Long unbroken shots in TV and movies, or at least the appearance of such, seem to be becoming more popular in recent years. The most recent example of a long shot, without any cuts or edits, is a two round fight sequence in Ryan Coogler's Creed. While some may think that editing tricks are being used, the sequence really is a single shot, which the cinematographer believes was important to the film to give the audience the feeling of being alone in the ring, just like the character they were following.
Maryse Alberti was the cinematographer for The Wrestler so she had experience showing realism in a fight situation. She brought this same feeling to Creed and believes that the single take can make for a much more emotional scene.

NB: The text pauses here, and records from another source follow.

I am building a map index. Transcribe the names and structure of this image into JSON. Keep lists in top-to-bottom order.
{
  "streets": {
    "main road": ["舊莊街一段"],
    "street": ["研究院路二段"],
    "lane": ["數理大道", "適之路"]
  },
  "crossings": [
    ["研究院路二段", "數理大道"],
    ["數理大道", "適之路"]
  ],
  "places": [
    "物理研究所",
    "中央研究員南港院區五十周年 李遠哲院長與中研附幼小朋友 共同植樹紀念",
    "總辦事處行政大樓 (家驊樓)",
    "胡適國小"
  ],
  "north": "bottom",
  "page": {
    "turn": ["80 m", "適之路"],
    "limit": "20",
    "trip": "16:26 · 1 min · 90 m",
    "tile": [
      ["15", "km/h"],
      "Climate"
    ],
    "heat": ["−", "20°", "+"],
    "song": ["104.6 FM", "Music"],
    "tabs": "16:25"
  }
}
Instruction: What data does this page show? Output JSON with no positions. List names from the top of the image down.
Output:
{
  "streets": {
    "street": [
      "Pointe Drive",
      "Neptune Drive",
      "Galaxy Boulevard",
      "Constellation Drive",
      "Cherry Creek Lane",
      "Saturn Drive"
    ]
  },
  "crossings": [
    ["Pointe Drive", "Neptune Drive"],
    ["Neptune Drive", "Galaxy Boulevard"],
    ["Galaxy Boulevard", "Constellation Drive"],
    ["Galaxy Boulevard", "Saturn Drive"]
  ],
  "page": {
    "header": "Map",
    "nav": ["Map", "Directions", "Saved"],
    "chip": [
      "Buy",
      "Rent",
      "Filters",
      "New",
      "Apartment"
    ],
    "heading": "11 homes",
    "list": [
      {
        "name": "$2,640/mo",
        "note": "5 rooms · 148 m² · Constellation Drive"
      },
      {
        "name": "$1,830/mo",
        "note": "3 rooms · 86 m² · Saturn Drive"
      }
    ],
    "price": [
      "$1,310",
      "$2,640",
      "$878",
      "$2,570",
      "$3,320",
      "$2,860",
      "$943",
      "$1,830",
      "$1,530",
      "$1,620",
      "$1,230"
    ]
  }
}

According to Variety, there were 12 different takes of the fight scene, and the tenth was the one used in the film. That’s a long sequence to be done a dozen times. Alberti says that many people assume that editing tricks were used to make the scene appear to be one take without actually being so, similar to what was done in Birdman, but that’s not the case. It actually was a single shot.
The key to the scene was that the shot needed to be successful in making the audience feel like they were in the ring. Otherwise it’s just camera tricks for the sake of camera tricks. That’s what Alberti means by being too "self aware." If you’re looking at the scene the cinematographer is doing their job, if you’re looking at the shot, then they’re just showing off and you’re being taken out of the movie. If you’ve seen the movie and this is the first time you’re realizing the scene was filmed in a single shot, then it worked.
In addition to the apparent single take of Birdman we’ve also seen long unbroken scenes in Netflix’s Daredevil series as well as the opening of the newest James Bond film Spectre. In addition to the technical achievement in making the shot work, it also requires strong actors to be able to pull off these long sequences without any errors. It appears that both cast and crew are starting to have much more trust placed in them to do this sort of work successfully.
What do you think of the increased use of long unbroken takes? Is it impressive filmmaking, or is everybody just showing off?